L'analyse des 15 premiers pays du classement, permet de mettre en évidence la prédominance de pays « jeunes », soit en transition démocratique pour lesquels la vertu de transparence de l'action publique permet de constituer un volet de la lutte anti-corruption, soit récemment émancipés (bloc de l'Est) et donc particulièrement réceptifs aux technologies internet (Estonie, Slovénie, Hongrie et à un moindre degré, Finlande).

3) Un bon niveau d'Open Data ne signifie pas une bonne qualité d'Open Government :

Enfin, les grands pays disposant d'une solide culture de diffusion des données publiques : précocité de la politique d'Open Data (États-Unis, Royaume-Uni) ou un rattrapage massif de celle-ci (Australie [6]), leur classement est nettement moins bon : 10ème pour le Royaume-Uni en raison de sa « pratique » coutumière de mise en ligne régulière de rapports (mais sans obligation légale, donc moins contraignante que les meilleures pratiques), et la publication de la liste et des salaires des fonctionnaires excédant 150.000 £ de revenus annuels. 16ème place pour les États-Unis, handicapés également par une pratique de diffusion proactive coutumière, mais assez timorée suivant les secteurs. 15ème place par le Canada, pourtant pionnier dans sa politique de diffusion proactive des informations publiques et en matière d'Open Data, mais pour ce dernier volet de façon non systématique et sans publication des salaires de ses fonctionnaires.
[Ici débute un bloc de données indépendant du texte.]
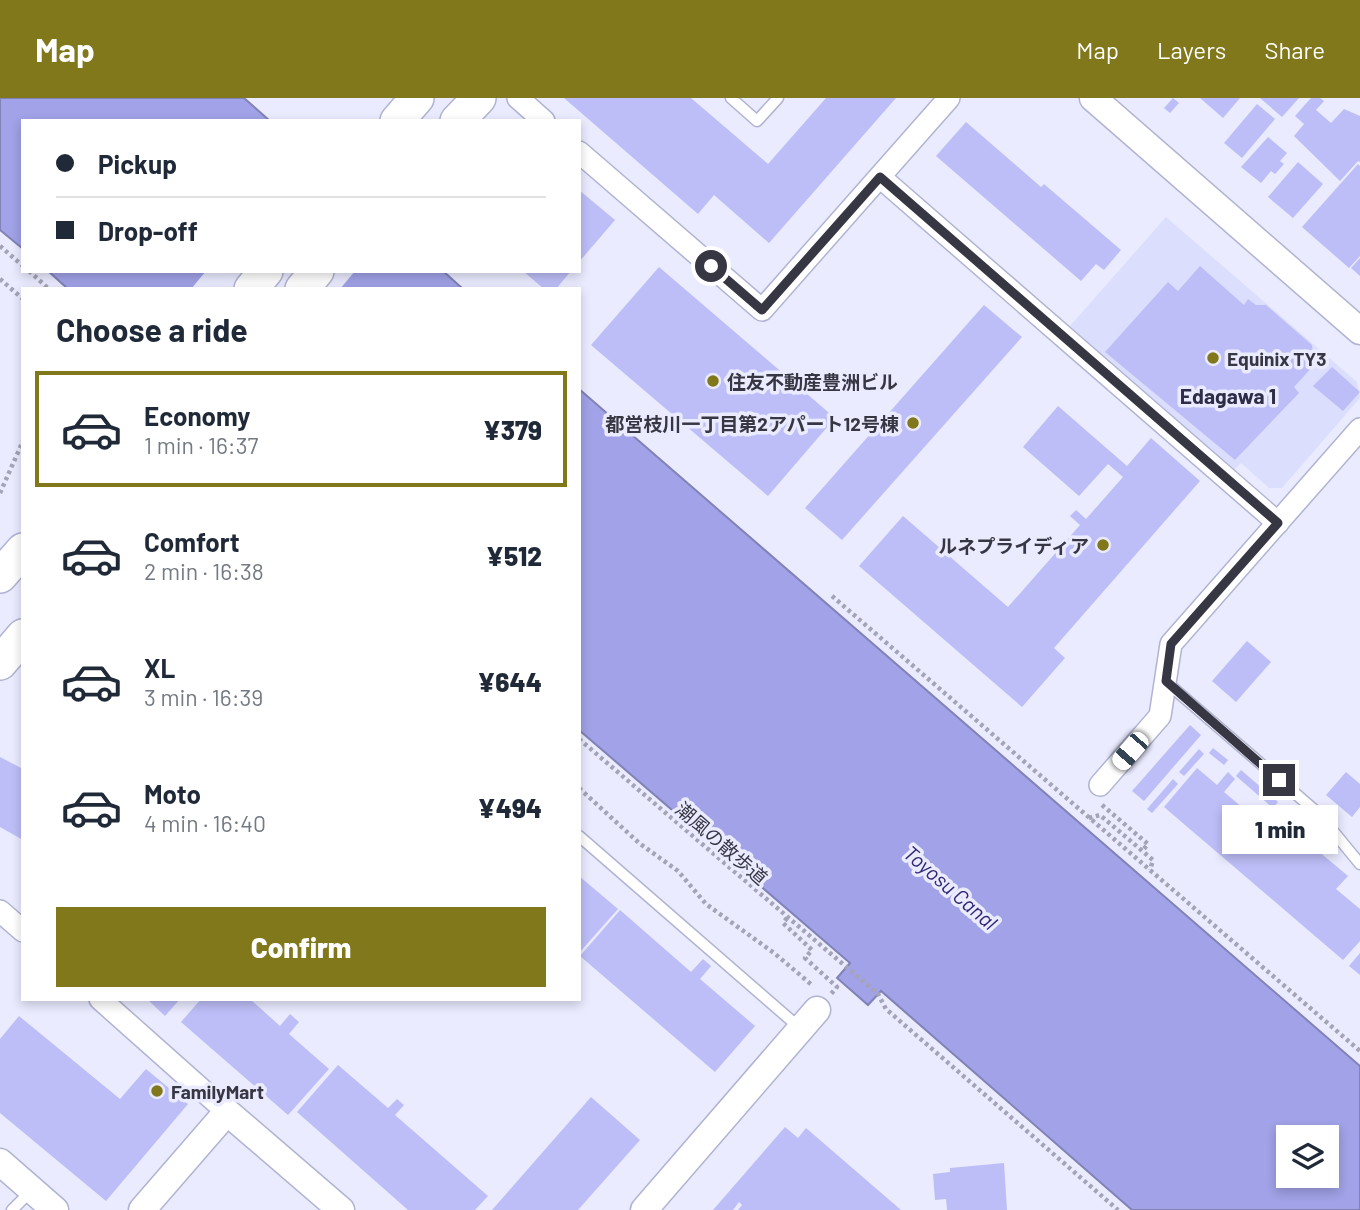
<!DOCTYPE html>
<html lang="en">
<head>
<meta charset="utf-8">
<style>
  :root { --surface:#fff; --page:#f6f6f7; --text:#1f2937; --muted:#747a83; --line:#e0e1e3; --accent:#81781c }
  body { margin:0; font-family:Barlow,"Noto Sans JP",sans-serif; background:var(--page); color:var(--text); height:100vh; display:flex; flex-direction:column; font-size:26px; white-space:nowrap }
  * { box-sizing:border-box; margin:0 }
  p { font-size:23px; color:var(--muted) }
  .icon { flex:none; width:38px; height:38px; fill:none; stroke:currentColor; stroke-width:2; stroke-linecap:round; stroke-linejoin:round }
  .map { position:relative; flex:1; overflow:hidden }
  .panel { position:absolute; left:21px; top:189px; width:560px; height:714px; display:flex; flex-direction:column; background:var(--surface); border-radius:0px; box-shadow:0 4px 10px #0003 }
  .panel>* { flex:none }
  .top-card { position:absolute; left:21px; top:21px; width:560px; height:154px; border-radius:0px; box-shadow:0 4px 10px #0003; display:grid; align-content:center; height:154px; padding:0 35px; background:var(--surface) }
  .buttons { position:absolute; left:1276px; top:1027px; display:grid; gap:14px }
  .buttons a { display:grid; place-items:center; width:63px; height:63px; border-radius:0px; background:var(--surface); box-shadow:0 4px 10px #0003; font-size:35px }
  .end { position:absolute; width:32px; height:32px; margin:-16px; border:9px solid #373744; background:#fff; box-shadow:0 0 0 4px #fff }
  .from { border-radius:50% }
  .bubble { position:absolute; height:49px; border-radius:0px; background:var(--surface); box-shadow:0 4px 10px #0003; font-size:23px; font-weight:800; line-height:49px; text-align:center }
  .car { position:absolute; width:21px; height:42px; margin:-21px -10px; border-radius:9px; box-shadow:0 0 5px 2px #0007; background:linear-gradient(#fff 24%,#345 0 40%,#fff 0 76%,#345 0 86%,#fff 0) }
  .top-card b { display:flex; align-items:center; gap:24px; height:66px; font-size:26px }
  .top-card b+b { border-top:2px solid var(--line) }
  .top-card i { width:18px; height:18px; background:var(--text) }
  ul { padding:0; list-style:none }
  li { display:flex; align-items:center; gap:21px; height:116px; margin:0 14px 10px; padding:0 21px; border:4px solid transparent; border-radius:0px }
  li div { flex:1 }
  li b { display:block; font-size:26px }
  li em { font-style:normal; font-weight:800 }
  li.active { border-color:var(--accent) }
  li>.icon { width:63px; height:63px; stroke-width:1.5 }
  h2 { padding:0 35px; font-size:32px; line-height:84px }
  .button { display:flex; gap:14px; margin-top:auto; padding:14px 35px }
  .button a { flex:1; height:80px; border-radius:0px; background:var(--accent); color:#fff; font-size:28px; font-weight:800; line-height:80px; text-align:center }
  header { display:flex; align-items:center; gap:42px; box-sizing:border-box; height:98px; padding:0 35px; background:var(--accent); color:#fff }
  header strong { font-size:33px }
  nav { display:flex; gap:38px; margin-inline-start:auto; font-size:24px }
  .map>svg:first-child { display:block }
  .built { fill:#dcdefe }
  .water { fill:#a1a2e7; stroke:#8182b6; stroke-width:2; fill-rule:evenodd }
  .pier { fill:#eaebff }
  .building { fill:#bdbef7 }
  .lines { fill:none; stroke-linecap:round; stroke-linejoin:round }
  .service-casing { stroke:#b1b3d3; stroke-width:13 }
  .minor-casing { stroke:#b1b3d3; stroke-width:24 }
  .tertiary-casing { stroke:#b1b3d3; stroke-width:29 }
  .primary-casing { stroke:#b1b3d3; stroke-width:36 }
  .path { stroke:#a4a4b6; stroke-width:4.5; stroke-dasharray:3.5 3.5; stroke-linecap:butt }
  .service { stroke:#fff; stroke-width:10 }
  .minor { stroke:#fff; stroke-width:21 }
  .tertiary { stroke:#fff; stroke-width:26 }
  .primary { stroke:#fff; stroke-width:33 }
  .route { stroke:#373744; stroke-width:9 }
  .poi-dot { fill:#81781c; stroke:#eaebff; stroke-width:2.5 }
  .labels { text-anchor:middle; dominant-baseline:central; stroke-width:7; stroke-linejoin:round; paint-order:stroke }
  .poi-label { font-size:19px; font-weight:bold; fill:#373744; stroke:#eaebff; text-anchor:start }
  .street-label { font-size:19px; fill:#373744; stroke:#eaebff }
  .neighbourhood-label { font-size:21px; font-weight:bold; fill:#2d2d47; stroke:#eaebff }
  .water-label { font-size:21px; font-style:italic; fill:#312675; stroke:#eaebff }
</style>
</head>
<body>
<header>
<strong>Map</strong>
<nav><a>Map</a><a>Layers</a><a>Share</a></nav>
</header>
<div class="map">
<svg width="1360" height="1112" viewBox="0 0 1360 1112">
  <rect width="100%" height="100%" fill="#eaebff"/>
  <polygon class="built" points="1166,119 1357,284 1360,300 1282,390 1269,390 1241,365 1234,372 1070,228"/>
  <g class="water">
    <polygon points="0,0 244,0 270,23 23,23 23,151 0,132"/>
    <polygon points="48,173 443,173 463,191 68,191"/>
    <path d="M579 291 1360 968V1112H1132L881 893 868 907 837 880 850 865 579 632ZM1288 1040H1326V1078H1288Z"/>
  </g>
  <polygon class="pier" points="206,173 355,173 340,191 191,191"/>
  <g class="building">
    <polygon points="564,0 691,0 768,66 826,0 896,0 769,145 714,97 698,116"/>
    <polygon points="1173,0 1179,5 1170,15 1164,10"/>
    <polygon points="1200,0 1240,0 1223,20"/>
    <polygon points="1260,0 1299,0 1282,19"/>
    <polygon points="1311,0 1320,0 1324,3 1316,12 1331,25 1344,11 1360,18 1360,64 1358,63 1340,83 1294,38 1304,26 1295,18"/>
    <polygon points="1257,6 1275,21 1242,60 1224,45"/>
    <polygon points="966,24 1041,89 1044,86 1121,152 1104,172 1096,166 1081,183 936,58"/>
    <polygon points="1268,39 1287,55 1280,63 1284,66 1275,76 1271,73 1261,85 1241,69"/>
    <polygon points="1298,64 1323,86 1293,120 1268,99"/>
    <polygon points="1358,66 1360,68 1360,158 1349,170 1302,129"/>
    <polygon points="579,92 615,122 579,164"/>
    <polygon points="1360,160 1360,178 1351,170"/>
    <polygon points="1200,168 1244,207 1248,201 1256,207 1266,207 1312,247 1314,267 1294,289 1299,295 1235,362 1105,254 1168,184 1178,193"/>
    <polygon points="659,169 835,320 768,398 591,247"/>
    <polygon points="523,173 571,173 556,191 544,191"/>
    <polygon points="984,207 1022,239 842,442 805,410"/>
    <polygon points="1332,269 1360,294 1343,313 1313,288"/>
    <polygon points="1058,308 1127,368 1151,340 1200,383 1054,550 1065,560 1022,609 859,468 903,418 1008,509 1080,427 1070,418 1076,412 1086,421 1123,379 1108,366 1079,398 1023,349"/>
    <polygon points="1247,543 1271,564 1236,604 1212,583"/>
    <polygon points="1190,627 1201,637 1144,703 1132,693"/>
    <polygon points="1213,650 1228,662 1224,667 1209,655"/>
    <polygon points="1199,651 1204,656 1184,678 1179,674"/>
    <polygon points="0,659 23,671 23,742 0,729"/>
    <polygon points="1197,670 1217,687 1228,674 1235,681 1224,694 1295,754 1305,742 1348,778 1336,791 1360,811 1360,843 1343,862 1164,709"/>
    <polygon points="1241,672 1278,704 1273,710 1236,678"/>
    <polygon points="1346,674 1360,686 1360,709 1352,719 1326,697"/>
    <polygon points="1173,681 1178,686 1152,715 1147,711"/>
    <polygon points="579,778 618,811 579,855"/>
    <polygon points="620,812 691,874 703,861 711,868 700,881 755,928 715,974 580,858"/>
    <polygon points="1360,855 1360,877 1349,868"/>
    <polygon points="147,901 180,901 165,918"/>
    <polygon points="201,901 250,901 280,928 290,916 299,924 289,936 329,971 288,1017 181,924"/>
    <polygon points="19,918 120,1001 146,971 188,1006 106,1103 0,1015 0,941"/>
    <polygon points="338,967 388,1010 397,1001 404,1007 395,1017 488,1098 475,1112 408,1112 297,1014"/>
    <polygon points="591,999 640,1042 578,1112 492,1112"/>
    <polygon points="785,1029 798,1040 806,1030 901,1112 738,1112 742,1107 739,1104 733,1112 713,1112"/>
    <polygon points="1004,1065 1007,1112 947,1112 946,1101 935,1102 933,1076 950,1074 950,1070"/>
  </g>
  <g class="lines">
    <g class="service-casing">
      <g id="service">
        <polyline points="731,0 757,23 778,0"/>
        <polyline points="1165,583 1319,716 1360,766"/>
        <polyline points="579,738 801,931"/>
        <polyline points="12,1112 32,1092"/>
      </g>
    </g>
    <g class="minor-casing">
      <g id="minor">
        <polyline points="518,0 544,23"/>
        <polyline points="579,54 762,212 949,0"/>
        <polyline points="880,79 1278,425"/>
        <polyline points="1100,687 1160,618 1171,546 1360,331"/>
        <polyline points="0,813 23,833"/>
        <polyline points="100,901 227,1014"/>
      </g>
    </g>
    <g class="tertiary-casing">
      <g id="tertiary">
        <polyline points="1093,0 1360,233"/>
        <polyline points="0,1064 55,1112"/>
        <polyline points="142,1112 227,1014 341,1112"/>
        <polyline points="644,1112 817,912"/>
      </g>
    </g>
    <g class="primary-casing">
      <g id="primary">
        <polyline points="397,23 417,0"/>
        <polyline points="457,23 479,0"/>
        <polyline points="251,191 266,173"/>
        <polyline points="302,191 317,173"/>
        <polyline points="0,478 23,452"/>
        <polyline points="0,565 23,538"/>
      </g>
    </g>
    <g class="path">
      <polyline points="0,148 23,168"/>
      <polyline points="29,173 49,191"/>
      <polyline points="0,181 23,201"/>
      <polyline points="0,395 23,343"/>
      <polyline points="832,498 1360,953"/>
      <polyline points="579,641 878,896 886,911 1118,1112"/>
      <polyline points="579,690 639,745 678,773 706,806 774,855 812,887"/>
      <polyline points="1102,707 1148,746 1142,753"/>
      <polyline points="1089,720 1100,717 1153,762 1150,772"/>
      <polyline points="787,820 783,825 812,852 805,860 837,889 831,896"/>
    </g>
    <use href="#service" class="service"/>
    <use href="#minor" class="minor"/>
    <use href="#tertiary" class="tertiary"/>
    <use href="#primary" class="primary"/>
  </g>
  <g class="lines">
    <polyline class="route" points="711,168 762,212 880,79 1278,425 1171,546 1166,583 1279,682"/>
  </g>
  <g class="poi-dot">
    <circle cx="1213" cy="260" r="7"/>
    <circle cx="713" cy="283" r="7"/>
    <circle cx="913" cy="325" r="7"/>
    <circle cx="1103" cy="447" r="7"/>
    <circle cx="157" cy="993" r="7"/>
  </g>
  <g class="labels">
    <g class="poi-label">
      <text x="1227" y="260">Equinix TY3</text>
      <text x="727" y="283">住友不動産豊洲ビル</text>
      <text x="899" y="325" text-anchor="end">都営枝川一丁目第2アパート12号棟</text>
      <text x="1089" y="447" text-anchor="end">ルネプライディア</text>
      <text x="171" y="993">FamilyMart</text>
    </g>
    <g class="street-label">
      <text transform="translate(722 745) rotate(41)">潮風の散歩道</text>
    </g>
    <g class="neighbourhood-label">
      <text x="1228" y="297">Edagawa 1</text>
    </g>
    <g class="water-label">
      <text transform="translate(951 789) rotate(41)">Toyosu Canal</text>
    </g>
  </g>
</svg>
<div class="buttons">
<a><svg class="icon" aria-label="layers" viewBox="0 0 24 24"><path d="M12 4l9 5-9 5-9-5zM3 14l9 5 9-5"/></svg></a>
</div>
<i class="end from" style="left:711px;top:168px"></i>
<i class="end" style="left:1279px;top:682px"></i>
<div class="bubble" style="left:1222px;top:707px;width:116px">1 min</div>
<i class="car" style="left:1130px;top:653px;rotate:221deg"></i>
<div class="top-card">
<b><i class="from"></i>Pickup</b>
<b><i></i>Drop-off</b>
</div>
<section class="panel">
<h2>Choose a ride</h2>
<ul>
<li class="active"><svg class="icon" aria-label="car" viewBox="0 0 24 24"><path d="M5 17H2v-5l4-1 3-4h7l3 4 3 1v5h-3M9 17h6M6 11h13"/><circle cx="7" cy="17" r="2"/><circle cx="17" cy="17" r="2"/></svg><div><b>Economy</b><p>1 min · 16:37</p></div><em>¥379</em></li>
<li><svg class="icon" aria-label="car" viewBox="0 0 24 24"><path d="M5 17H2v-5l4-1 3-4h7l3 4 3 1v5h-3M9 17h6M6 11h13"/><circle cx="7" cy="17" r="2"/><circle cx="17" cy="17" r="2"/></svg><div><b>Comfort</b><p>2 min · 16:38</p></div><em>¥512</em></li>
<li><svg class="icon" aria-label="car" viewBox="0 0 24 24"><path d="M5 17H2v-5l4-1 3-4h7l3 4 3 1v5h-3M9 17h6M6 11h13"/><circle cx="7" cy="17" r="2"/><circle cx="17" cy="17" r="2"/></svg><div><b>XL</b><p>3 min · 16:39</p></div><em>¥644</em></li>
<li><svg class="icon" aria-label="car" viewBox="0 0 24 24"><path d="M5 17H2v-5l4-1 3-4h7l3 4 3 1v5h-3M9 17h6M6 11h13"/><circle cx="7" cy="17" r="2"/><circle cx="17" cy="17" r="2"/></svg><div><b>Moto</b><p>4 min · 16:40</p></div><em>¥494</em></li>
</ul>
<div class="button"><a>Confirm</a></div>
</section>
</div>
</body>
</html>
A noter toutefois que le Canada est cependant l'un des seuls pays à publier les accords collectifs passés avec les organisations représentatives des agents fédéraux, et ce, sur base centralisée.
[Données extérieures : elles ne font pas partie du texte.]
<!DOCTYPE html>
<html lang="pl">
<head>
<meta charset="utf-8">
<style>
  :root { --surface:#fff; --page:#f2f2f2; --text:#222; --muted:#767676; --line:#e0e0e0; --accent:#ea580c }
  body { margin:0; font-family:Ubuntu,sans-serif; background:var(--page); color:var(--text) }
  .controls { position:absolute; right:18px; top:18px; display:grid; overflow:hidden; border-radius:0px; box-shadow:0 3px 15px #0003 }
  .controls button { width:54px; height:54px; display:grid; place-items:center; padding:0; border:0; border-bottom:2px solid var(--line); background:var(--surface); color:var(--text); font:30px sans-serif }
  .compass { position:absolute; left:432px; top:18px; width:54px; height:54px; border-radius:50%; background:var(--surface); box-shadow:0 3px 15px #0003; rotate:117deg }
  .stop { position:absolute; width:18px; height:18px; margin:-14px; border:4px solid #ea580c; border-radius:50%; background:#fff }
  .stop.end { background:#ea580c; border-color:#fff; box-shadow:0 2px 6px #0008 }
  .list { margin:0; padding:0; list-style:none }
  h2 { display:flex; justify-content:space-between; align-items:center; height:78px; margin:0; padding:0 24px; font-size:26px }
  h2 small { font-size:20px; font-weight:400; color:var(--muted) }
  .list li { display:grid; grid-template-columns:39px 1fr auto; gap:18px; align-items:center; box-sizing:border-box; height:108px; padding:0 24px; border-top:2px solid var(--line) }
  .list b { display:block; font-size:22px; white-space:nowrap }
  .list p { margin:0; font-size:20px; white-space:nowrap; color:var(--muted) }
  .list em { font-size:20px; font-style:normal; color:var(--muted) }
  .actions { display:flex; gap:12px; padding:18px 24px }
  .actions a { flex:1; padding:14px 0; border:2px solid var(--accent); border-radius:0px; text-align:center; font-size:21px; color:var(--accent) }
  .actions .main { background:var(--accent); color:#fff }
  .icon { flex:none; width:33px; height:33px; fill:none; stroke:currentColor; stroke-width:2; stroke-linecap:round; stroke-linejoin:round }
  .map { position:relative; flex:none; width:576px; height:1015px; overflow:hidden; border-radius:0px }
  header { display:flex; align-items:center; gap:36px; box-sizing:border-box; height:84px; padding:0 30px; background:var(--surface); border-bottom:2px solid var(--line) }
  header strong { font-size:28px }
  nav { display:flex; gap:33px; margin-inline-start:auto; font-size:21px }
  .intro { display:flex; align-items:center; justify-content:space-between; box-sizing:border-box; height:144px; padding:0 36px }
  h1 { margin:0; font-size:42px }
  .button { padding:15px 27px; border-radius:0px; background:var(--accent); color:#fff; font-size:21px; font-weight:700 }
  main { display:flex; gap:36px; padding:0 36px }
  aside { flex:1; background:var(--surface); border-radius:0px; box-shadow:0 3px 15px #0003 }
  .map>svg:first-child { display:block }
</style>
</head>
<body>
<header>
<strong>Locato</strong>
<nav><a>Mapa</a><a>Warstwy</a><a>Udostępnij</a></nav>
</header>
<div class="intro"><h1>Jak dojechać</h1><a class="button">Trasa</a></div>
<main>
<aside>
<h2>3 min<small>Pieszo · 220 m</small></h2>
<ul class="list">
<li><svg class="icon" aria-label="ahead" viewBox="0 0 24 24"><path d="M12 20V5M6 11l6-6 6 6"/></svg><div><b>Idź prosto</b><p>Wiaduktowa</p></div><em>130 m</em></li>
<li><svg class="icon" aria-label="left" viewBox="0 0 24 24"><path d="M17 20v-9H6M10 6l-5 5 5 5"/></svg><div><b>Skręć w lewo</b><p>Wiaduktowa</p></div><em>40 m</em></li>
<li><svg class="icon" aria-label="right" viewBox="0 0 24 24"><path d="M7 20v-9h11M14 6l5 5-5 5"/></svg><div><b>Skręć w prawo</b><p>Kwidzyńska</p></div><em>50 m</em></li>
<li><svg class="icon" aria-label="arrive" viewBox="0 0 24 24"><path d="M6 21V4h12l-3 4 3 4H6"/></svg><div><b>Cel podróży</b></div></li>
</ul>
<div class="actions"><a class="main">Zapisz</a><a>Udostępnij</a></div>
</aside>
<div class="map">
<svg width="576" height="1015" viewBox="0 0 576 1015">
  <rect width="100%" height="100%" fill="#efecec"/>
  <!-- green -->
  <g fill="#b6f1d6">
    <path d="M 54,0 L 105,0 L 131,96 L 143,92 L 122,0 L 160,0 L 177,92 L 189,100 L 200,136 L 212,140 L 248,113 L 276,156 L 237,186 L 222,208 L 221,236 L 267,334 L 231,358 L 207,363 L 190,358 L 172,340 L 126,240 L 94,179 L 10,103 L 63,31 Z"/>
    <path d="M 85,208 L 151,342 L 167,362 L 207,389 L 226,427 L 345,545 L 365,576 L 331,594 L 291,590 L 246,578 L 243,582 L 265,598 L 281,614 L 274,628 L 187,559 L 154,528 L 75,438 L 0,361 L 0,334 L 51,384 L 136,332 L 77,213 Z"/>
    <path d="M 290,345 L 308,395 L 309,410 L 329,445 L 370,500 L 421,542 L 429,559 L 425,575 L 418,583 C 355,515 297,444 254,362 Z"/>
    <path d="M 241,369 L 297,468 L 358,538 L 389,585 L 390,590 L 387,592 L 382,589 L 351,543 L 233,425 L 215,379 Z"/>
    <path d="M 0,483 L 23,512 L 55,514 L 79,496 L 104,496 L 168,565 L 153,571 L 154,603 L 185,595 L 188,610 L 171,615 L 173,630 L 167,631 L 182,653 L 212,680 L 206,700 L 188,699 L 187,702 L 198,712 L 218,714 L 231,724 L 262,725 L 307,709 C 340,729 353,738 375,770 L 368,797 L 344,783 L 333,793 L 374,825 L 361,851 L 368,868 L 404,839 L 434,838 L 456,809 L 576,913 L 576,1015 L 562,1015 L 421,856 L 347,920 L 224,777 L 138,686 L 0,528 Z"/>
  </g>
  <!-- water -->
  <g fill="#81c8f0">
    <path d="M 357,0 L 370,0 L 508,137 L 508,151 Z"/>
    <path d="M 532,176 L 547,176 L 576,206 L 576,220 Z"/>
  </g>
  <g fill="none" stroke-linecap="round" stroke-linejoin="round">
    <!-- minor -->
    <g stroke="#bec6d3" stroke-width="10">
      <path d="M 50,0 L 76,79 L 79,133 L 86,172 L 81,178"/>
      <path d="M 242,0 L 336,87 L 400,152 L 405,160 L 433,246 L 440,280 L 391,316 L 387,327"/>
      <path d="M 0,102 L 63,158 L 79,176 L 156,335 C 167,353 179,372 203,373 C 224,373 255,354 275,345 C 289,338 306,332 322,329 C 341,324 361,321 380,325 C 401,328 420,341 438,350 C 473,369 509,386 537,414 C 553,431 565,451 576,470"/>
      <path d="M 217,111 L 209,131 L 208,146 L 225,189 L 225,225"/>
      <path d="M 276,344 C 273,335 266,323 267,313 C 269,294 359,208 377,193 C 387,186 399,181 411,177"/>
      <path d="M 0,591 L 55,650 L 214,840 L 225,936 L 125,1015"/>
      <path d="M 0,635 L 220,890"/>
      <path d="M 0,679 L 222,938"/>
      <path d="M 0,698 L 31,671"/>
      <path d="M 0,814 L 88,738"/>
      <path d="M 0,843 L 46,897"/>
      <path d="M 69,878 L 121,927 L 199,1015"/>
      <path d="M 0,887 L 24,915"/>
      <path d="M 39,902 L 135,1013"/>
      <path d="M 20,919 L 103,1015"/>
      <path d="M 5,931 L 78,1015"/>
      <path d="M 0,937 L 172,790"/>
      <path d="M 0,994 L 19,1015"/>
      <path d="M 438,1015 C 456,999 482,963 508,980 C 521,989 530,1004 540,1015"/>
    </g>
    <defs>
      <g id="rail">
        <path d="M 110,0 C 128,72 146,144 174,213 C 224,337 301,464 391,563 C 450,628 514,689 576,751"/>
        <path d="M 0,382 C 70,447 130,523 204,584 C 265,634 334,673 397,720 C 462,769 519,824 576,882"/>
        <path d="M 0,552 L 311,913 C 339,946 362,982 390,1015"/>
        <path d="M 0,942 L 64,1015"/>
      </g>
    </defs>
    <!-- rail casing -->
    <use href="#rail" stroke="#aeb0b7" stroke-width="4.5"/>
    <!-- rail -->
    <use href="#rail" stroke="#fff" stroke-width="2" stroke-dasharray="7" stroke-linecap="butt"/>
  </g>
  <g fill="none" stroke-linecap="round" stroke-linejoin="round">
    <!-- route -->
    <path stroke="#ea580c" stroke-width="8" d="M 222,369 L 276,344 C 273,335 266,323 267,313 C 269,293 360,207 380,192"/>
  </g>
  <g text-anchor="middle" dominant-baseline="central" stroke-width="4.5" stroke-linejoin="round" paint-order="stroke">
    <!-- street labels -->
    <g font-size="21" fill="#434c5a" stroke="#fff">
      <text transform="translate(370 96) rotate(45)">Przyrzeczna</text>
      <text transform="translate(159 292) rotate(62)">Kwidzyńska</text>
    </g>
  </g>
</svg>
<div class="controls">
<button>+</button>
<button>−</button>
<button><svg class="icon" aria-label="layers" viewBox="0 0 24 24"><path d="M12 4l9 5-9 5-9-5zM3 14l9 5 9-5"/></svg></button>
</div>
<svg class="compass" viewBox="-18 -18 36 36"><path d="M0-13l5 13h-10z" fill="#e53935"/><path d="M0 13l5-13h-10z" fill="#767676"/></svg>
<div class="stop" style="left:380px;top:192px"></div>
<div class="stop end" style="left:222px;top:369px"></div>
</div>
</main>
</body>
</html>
4) Les mauvais élèves : le paradoxe des démocraties matures

Quant aux pays les moins avancés, on retrouve parmi eux l'Allemagne, le Chili et la Grèce, qui n'ont tout simplement pas répondu au questionnaire, et parmi les « répondants » : l'Irlande, la Norvège et le Luxembourg, pays disposant d'une démocratie mature et d'une administration proche des administrés. On retrouve chez eux une forme atténuée du « complexe suédois » : une démocratie très mûre et consensuelle et des pratiques de communication des informations publiques très libres, tellement libres qu'elles avaient presque fait oublier l'obligation de transposition de la directive européenne de 2003 relative à l'accès à l'information publique. Ces pays ont développé des palliatifs qui sont cependant sanctionnés en termes de transparence : si les salaires des fonctionnaires irlandais ne sont pas publics, la publication des grilles de salaires permet de relier aisément le montant de la rémunération au grade et toute personne peut demander la communication par l'administration de la rémunération d'une personne ou d'un poste déterminé. Mais en matière de transparence de l'information publique et d'Open Data, ce n'est pas suffisant et en conséquence sanctionné : il faut non seulement que l'information soit disponible à tout moment, mais également aisément compréhensible, exploitable et réutilisable… les standards des meilleures pratiques sont donc particulièrement élevés.

Conclusion :

On le voit, le classement effectué par la Fondation iFRAP sur base du rapport OCDE est sans merci pour les pays qui cherchent à dissimuler certaines informations au public. Par ailleurs si les standards de bonne pratique d'Open Data sont valorisés, ils ne doivent pas masquer les lacunes de certains pays en dispositifs proactifs légalement contraignants. L'avantage est donné à ceux qui s'obligent à une certaine systématicité en la matière, doublée d'une transparence quant à la rémunération de leur fonction publique. Avec une position dans le dernier tiers, la France se doit de faire encore des efforts et de réformer courageusement sa législation dans la perspective d'un gouvernement plus ouvert. Il y va de la transparence et du contrôle de l'action des pouvoirs publics par la société civile. Il y va de l'audit de la performance des politiques publiques et de la diffusion de la culture du résultat. Deux approches complémentaires indispensables pour réformer la gestion de nos administrations et optimiser l'usage de nos deniers publics.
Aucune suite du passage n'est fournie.